5x10x20 Triple Moving Average Crossover System (a variation on R.C. Allen's 4x9x18 system). Our tests on thousands of stocks over many years and under a variety of market conditions has convinced us of the power of this system. If the 5-day moving average is above the 10-day moving average and the 20-day moving average, and the 10-day moving average has just crossed from below to above the 20-day moving average, a "5x10x20 Up" alert is displayed. If the 5-day moving average crosses below the 10-day moving average and the 20-day moving average, and the 10-day moving average has just crossed from above to below the 20-day moving average, a "5x10x20 Dn" alert is displayed (see the sample table above). Our lists of alerts also show the 1-day percentage change in volume for all stocks generating an alert.
Note: R.C. Allen's original 4x9x18 system is available as a separate subscription, and is not included with StockAlerts.
StockAlerts is also attractive because...

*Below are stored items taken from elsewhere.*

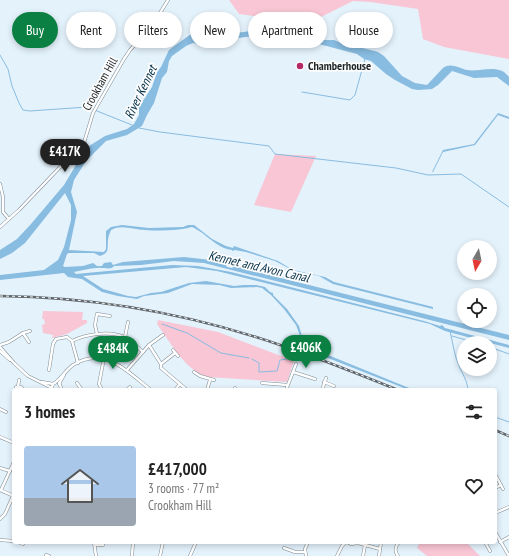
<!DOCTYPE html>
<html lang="en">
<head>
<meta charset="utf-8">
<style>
  :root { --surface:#fff; --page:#f6f6f6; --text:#222; --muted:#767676; --line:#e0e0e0; --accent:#0b8043 }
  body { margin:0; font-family:"PT Sans Narrow",sans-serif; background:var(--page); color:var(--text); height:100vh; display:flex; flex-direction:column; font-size:15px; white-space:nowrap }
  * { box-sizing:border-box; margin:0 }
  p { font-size:13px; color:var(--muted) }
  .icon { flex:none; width:22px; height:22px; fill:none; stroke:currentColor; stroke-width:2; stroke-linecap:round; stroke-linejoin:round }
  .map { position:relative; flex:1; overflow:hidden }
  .drawer { position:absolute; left:12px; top:388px; width:485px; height:156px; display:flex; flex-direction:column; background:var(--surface); border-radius:4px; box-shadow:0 2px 6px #0003 }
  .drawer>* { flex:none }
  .top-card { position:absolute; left:12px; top:12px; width:485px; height:36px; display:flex; gap:8px }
  .needle { width:26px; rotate:189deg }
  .tools { position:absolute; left:457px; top:240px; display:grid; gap:8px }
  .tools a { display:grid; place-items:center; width:40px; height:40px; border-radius:50%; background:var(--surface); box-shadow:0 2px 6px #0003; font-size:20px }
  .price { position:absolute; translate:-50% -34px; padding:0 9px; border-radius:14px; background:var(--accent); color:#fff; font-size:13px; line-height:26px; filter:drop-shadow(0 1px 2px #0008) }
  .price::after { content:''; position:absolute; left:50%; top:24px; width:12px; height:9px; margin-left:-6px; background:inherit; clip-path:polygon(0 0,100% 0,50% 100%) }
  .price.selected { background:#222; color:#fff }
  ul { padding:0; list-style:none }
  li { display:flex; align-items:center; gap:12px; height:100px; padding:0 12px }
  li+li { border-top:1px solid var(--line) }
  li span { display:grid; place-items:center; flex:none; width:112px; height:80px; border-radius:4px; color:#555 }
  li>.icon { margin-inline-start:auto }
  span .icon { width:48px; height:48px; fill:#fffc; stroke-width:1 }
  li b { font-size:17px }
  h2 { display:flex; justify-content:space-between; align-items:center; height:48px; padding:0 12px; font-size:17px }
  .tag { padding:0 14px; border-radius:18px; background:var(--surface); box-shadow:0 2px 6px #0003; font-size:14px; line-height:36px }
  .tag.selected { background:var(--accent); color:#fff }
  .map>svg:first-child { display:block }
  .green { fill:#f8c6d4 }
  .water { fill:#88bce0 }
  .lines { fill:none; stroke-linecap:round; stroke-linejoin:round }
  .stream { stroke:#88bce0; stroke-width:1 }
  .minor-casing { stroke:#7f8c95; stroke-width:3.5 }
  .minor { stroke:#fff; stroke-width:2.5 }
  .rail-casing { stroke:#5f676c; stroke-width:2.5 }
  .rail { stroke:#fdfdfd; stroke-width:1; stroke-dasharray:3; stroke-linecap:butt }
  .poi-dot { fill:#b52a66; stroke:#fdfdfd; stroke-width:1.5 }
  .labels { text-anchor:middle; stroke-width:3.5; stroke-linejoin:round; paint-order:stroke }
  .poi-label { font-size:12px; font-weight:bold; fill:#1e2326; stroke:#fdfdfd; text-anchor:start }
  .street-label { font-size:12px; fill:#1e2326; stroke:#fdfdfd }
  .water-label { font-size:13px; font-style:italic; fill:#06324b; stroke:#fdfdfd }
</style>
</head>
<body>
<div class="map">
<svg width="509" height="556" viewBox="0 0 509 556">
  <rect width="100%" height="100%" fill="#e4f2fc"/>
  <g class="green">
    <polygon points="229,0 509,0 509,59 444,47 423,39 418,9 370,2 353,1 309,23 239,14"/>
    <polygon points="275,154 316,156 291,212 254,205"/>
    <polygon points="43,311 83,312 82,320 87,320 87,323 67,334 52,338 53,335 43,333 42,325 45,324 44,319 42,319"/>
    <path d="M158 320 218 332 294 361 287 382 207 377C184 369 171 343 157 324Z"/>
    <polygon points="420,542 466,542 480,556 427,556 417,548"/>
  </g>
  <g class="water">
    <path d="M277 26 303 33 324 40H334L348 46H355L378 52 384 56 402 76 415 83 427 85 443 68C450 62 459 68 467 70 478 72 491 66 502 71 505 72 507 75 509 77V86L497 77 474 78 452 71 438 85 432 89 418 90 412 89 395 80 386 74 371 61 364 59 357 54 277 33 221 40 208 45H203L193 43 186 46 172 56 169 61 167 72 162 78 154 103 147 115 142 126 127 135 106 141 86 161 74 180 71 192 77 212 69 250 104 252 106 249V231L111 227 122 225 149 228 183 227 188 225H194L212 239 226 246 233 248 234 246 278 261 293 270 325 277 334 282 433 307V309L333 284 319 276 294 271 275 261 246 252 235 250 232 251V250C216 248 206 233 192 227 177 231 160 231 145 230 133 230 122 224 111 230 110 233 108 236 108 240 107 248 110 253 100 256L94 253H69L67 254 63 266 65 267 83 266 93 263 97 266H102L104 263 111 262 113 265 123 262 184 257 211 260 225 264 227 267 232 268 235 266 249 270 509 335V340L204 263 174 261 141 265 114 266 112 268C107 269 105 268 101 268 97 267 79 271 74 272L76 274 172 265 198 266 231 272 424 321 440 326 442 325 445 328 509 345V348L445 331 430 324 217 271 186 267 83 276 103 289 128 296 136 297 151 293 161 292 189 283 206 281 234 286 244 285H256L265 287 270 292 273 293V295L287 309 299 326 303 340 315 344 319 351 323 353 414 390H409L323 356 316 352 313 347 304 343 302 341 296 325 284 309 271 295 262 288 257 287 231 288 219 285 192 284 168 293 144 296 137 299 118 296 102 292 82 279 68 277 64 273 0 280V275L44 270 58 260 64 247 71 220V205L65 193 25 243 12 253 0 259V250L17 239 31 224 64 185 86 148 105 136 127 129 134 124 139 115V107L152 87 157 72 161 67 169 50 191 34H194L203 39 218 34 244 32Z"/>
    <polygon points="498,113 509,117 509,119 498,115 475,145 443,152 433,172 432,172 443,150 474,144"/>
  </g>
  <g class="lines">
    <g class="stream">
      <polyline points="0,55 8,69 12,86 19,103 23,110 30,111 87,107 132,125"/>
      <polyline points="302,92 350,100 355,95 365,59"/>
      <polyline points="139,128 160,132 269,146 275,154 396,168 428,175 461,174 509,207"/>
      <polyline points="162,324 187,333 221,353 249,358"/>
      <path d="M450 331C453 343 454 355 459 366 463 375 467 380 468 390"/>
      <polyline points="452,336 477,343"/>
      <polyline points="490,347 509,354"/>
      <polyline points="252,359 259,363 259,372 277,371 280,360 287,359"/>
      <polyline points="495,417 509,422"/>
    </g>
    <g class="minor-casing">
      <g id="minor">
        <polyline points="0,184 3,197 3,212 9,219"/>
        <polyline points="0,227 19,210 64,163 80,151 83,146 93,113 124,59 130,50 152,26 168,0"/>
        <polyline points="23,333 30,331"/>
        <polyline points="97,334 95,325 97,314 110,316"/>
        <polyline points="125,337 128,322"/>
        <path d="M72 341C86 334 111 330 126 338 132 341 138 348 143 352"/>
        <polyline points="0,345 9,342 23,333 29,342"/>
        <polyline points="149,345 161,364 161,368 187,390"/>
        <polyline points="0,347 14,363 28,376 52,388"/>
        <polyline points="173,350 178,356"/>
        <polyline points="0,351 10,360"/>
        <polyline points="161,364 175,353"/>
        <polyline points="49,370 53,344 56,339 67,337 72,341 78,363"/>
        <polyline points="127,370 149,345 163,335"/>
        <polyline points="194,372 200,376 214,380"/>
        <polyline points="293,372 315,379"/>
        <polyline points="42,382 53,384"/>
        <polyline points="324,382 334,386"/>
        <polyline points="59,383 62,390"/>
        <polyline points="77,383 82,390"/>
        <polyline points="262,383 287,385"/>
        <polyline points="59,384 64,375"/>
        <polyline points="16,387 21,387 24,390"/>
        <polyline points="18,387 19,380"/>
        <polyline points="235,388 235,390"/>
        <path d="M53 390 52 387 53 384C60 380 66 370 73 365 105 345 128 372 151 390"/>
        <polyline points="102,390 99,384 104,358"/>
        <polyline points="127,390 130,387"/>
        <polyline points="175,390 180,384"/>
        <polyline points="207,390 210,380"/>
        <polyline points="286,390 296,364"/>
        <polyline points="322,390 326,378"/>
        <polyline points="0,409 6,412"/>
        <polyline points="0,437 14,443"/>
        <polyline points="0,468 10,471"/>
        <polyline points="495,474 503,489"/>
        <polyline points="495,488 501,485"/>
        <polyline points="0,490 14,496"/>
        <polyline points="1,490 14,462"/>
        <polyline points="495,513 509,507"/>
        <polyline points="0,519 5,514 13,496"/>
        <polyline points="495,532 509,556"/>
        <polyline points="0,540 14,541"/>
        <polyline points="18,542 23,544"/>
        <polyline points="94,542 96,556"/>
        <polyline points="347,542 351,544 358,543 380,549"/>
        <polyline points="485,542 490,551"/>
        <polyline points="500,542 509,537"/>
        <polyline points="95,545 103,545"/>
        <polyline points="284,548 295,552 305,552"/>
        <polyline points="46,555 49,556"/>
        <polyline points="132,556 133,542"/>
        <polyline points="160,556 163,542"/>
        <polyline points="190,556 196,542"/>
        <polyline points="306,556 305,549 308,542"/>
        <polyline points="337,556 342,546 346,542"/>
        <polyline points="363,556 365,545"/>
        <polyline points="379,556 381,542"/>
        <path d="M398 556C394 551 395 547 399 542"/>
      </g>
    </g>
    <use href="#minor" class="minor"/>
    <g class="rail-casing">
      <g id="rail">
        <path d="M0 296C87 297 173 311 256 337 304 352 351 371 398 390"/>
        <polyline points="495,430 509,436"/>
      </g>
    </g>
    <use href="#rail" class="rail"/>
  </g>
  <circle class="poi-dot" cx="300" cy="66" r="4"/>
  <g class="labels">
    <g class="poi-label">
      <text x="308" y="70">Chamberhouse</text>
    </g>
    <g class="street-label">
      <text transform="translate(100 84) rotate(-61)" y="4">Crookham Hill</text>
    </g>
    <g class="water-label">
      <text transform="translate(140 92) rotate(-64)" y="5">River Kennet</text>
      <text transform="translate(259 266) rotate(13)" y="5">Kennet and Avon Canal</text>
    </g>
  </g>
</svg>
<div class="tools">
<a><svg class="needle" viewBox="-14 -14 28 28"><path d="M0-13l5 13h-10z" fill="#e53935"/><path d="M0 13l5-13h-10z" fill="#767676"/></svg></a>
<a><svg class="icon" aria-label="locate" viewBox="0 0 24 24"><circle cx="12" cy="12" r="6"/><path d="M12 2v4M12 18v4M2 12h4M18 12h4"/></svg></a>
<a><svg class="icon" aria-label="layers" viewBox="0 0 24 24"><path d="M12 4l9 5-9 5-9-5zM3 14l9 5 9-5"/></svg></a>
</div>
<b class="price selected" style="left:65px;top:173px">£417K</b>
<b class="price" style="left:306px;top:369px">£406K</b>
<b class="price" style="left:113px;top:370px">£484K</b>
<div class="top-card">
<a class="tag selected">Buy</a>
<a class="tag">Rent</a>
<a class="tag">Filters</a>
<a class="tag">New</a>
<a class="tag">Apartment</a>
<a class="tag">House</a>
</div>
<section class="drawer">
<h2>3 homes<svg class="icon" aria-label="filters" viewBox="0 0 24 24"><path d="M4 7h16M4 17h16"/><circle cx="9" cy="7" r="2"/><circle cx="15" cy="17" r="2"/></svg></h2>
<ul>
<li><span style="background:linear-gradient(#a9c7e8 65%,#9aa5b1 0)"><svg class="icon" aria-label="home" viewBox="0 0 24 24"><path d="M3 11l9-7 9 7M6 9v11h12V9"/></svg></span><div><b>£417,000</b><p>3 rooms · 77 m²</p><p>Crookham Hill</p></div><svg class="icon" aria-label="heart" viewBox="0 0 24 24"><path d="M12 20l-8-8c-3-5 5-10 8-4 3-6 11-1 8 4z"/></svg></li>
</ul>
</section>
</div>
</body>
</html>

Our StockAlerts subscription costs less than the price of a subscription to the average monthly stock market newsletter. On January 22, 2001, Money reported on a survey it made of 61 market letters. The average annual subscription price for these newsletters was $220.46. In most newsletters, the author states that he or she thinks a particular stock should perform well over the next year. This is an opinion. It may take the stock six months before it even begins to make a move. StockAlerts, on the other hand, lists stocks that have just triggered an alert (this is a fact, not an opinion). If there is follow through, it will be evident shortly (usually within 2 weeks). You will not have to wait for a year to see if it performs as expected. This should make it easier to find stocks that satisfy the particular requirements of your own discipline. You have our permission to print your own hard copy of the lists from this website (for your own personal use only).
A variety of alerts based on different pre-surge conditions is more likely to provide some worthy candidates for your watch list at a given time. That is, the kind of "setup" that produces the best candidates varies over time with changing market conditions. For example, gap alerts may yield the most attractive candidates at one time, but Bollinger Band squeeze alerts may yield the most attractive candidates at another time. In other words, at any given time, a particular alert system may not yield many attractive candidates but may do so at another time.